A member of the cabbage family, broccoli is grown for its edible, immature flower heads. One of the most nutritious vegetables, broccoli contains high levels of antioxidants.
Broccoli prefers cool temperatures. In many regions it can be grown as both a spring and fall crop. Choose varieties touted for their abundant side shoots to extend the harvest; once the central head is harvested, these side shoots will continue to produce small heads for weeks.
Select a site with full sun and well-drained soil. Prepare the garden bed by using a garden fork or tiller to loosen the soil to a depth of 12 to 15 inches, then mix in a 2- to 4-inch layer of compost.
Start spring transplants indoors six to eight weeks before the last spring frost date, or buy nursery transplants three weeks before the last spring frost date. Where the weather is warm, select a variety that is bolt resistant. Set out hardened off transplants two weeks before the last spring frost. Space plants 18 inches apart.
Protect transplants from hard frosts with newspapers, plastic cones, paper bags, or baskets. Provide a windbreak to reduce transplant shock and moisture loss. For fall crops, direct seed the broccoli in the garden 85 to 100 days before the average first fall frost date.

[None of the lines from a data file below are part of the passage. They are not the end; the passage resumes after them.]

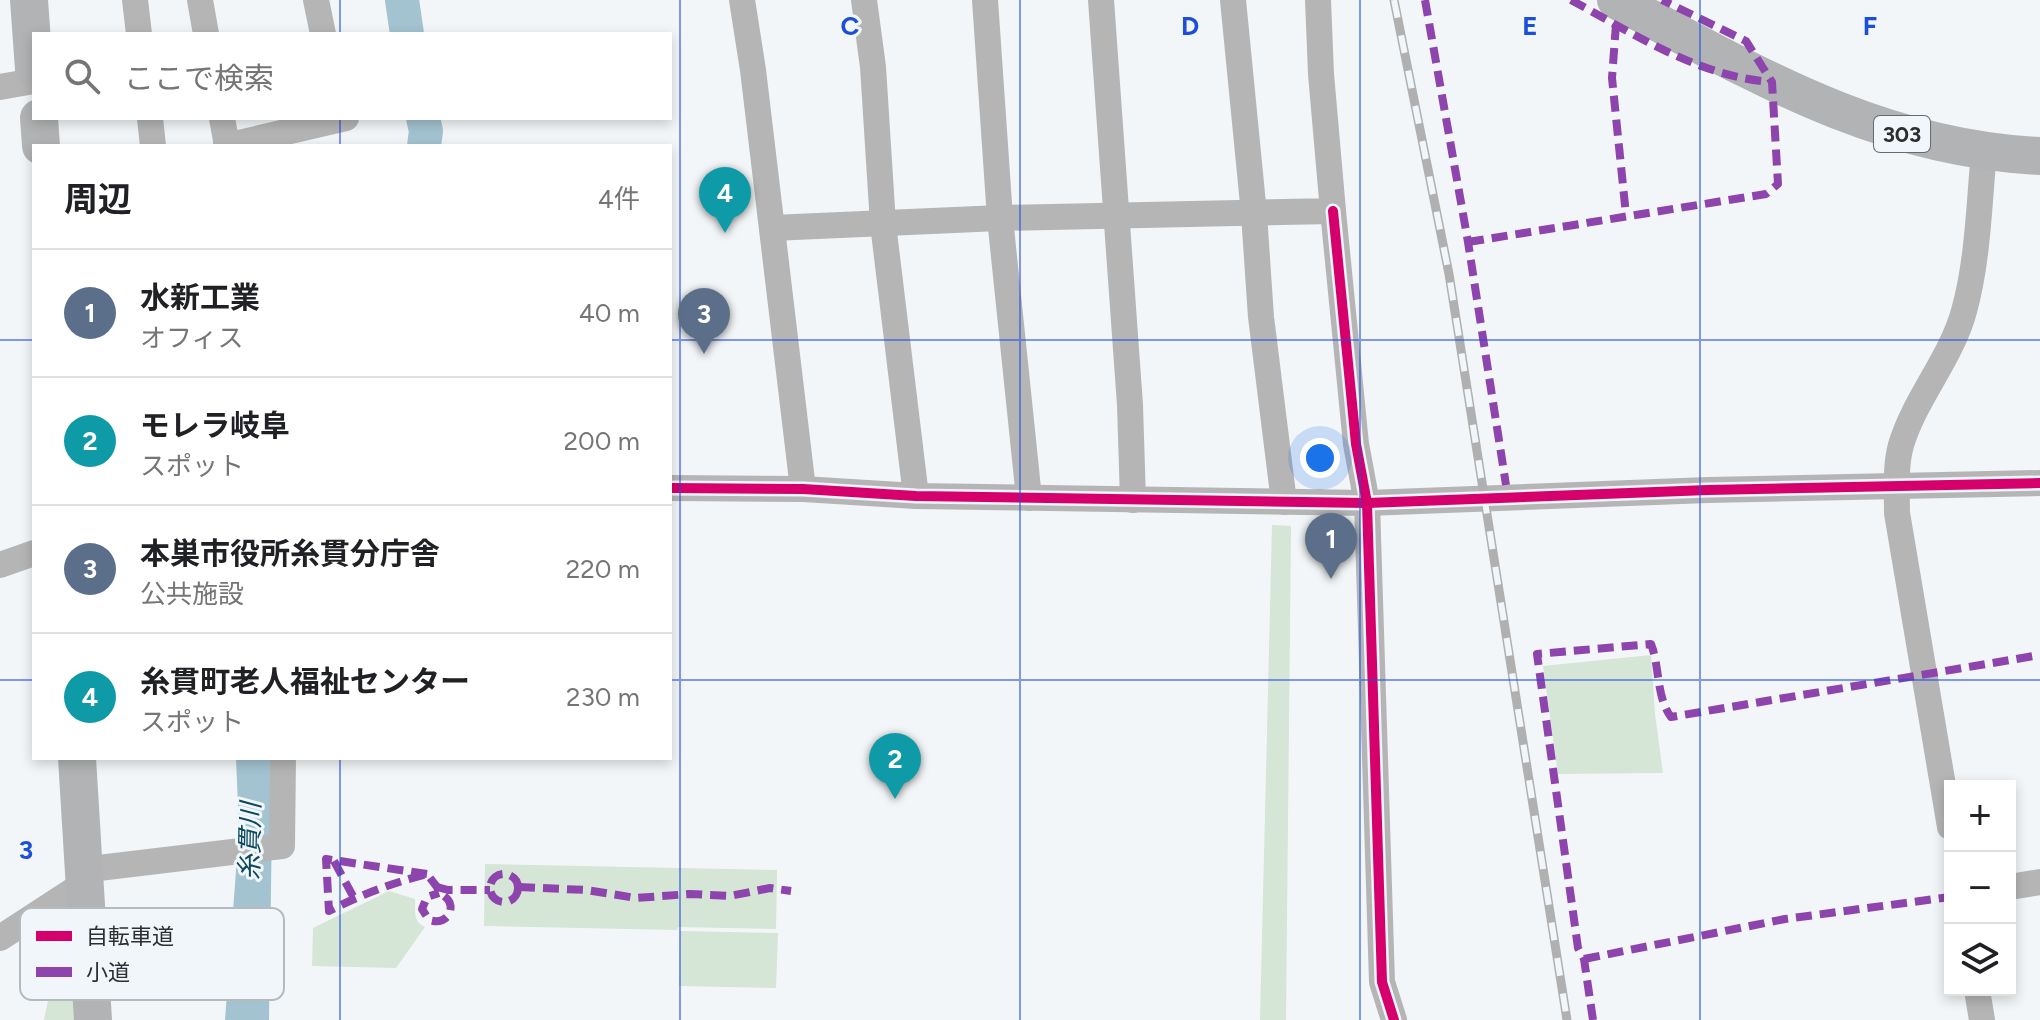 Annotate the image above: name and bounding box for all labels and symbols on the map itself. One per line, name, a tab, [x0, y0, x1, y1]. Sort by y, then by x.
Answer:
text: C	[841, 10, 860, 42]
text: D	[1181, 10, 1199, 42]
text: E	[1522, 10, 1538, 42]
text: F	[1863, 10, 1877, 42]
road number: 303	[1874, 116, 1930, 152]
pin: 4	[699, 167, 751, 233]
pin: 3	[678, 288, 730, 354]
your location	[1300, 438, 1340, 478]
pin: 1	[1305, 513, 1357, 579]
pin: 2	[869, 733, 921, 799]
water label: 糸貫川	[233, 799, 267, 880]
text: 3	[19, 834, 33, 866]
legend	[20, 908, 284, 1000]
text: 自転車道	[86, 923, 174, 950]
text: 小道	[86, 959, 130, 986]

Mulch plants to help keep soil moist, and water plants during the summer if rainfall is less than 1 inch per week. Contact your local County Extension office for controls of common broccoli pests such as flea beetles, cabbageworms, and cabbage loopers.
Harvest for peak quality when the buds of the head are firm and tight. If buds start to separate and the yellow petals inside start to show, harvest immediately.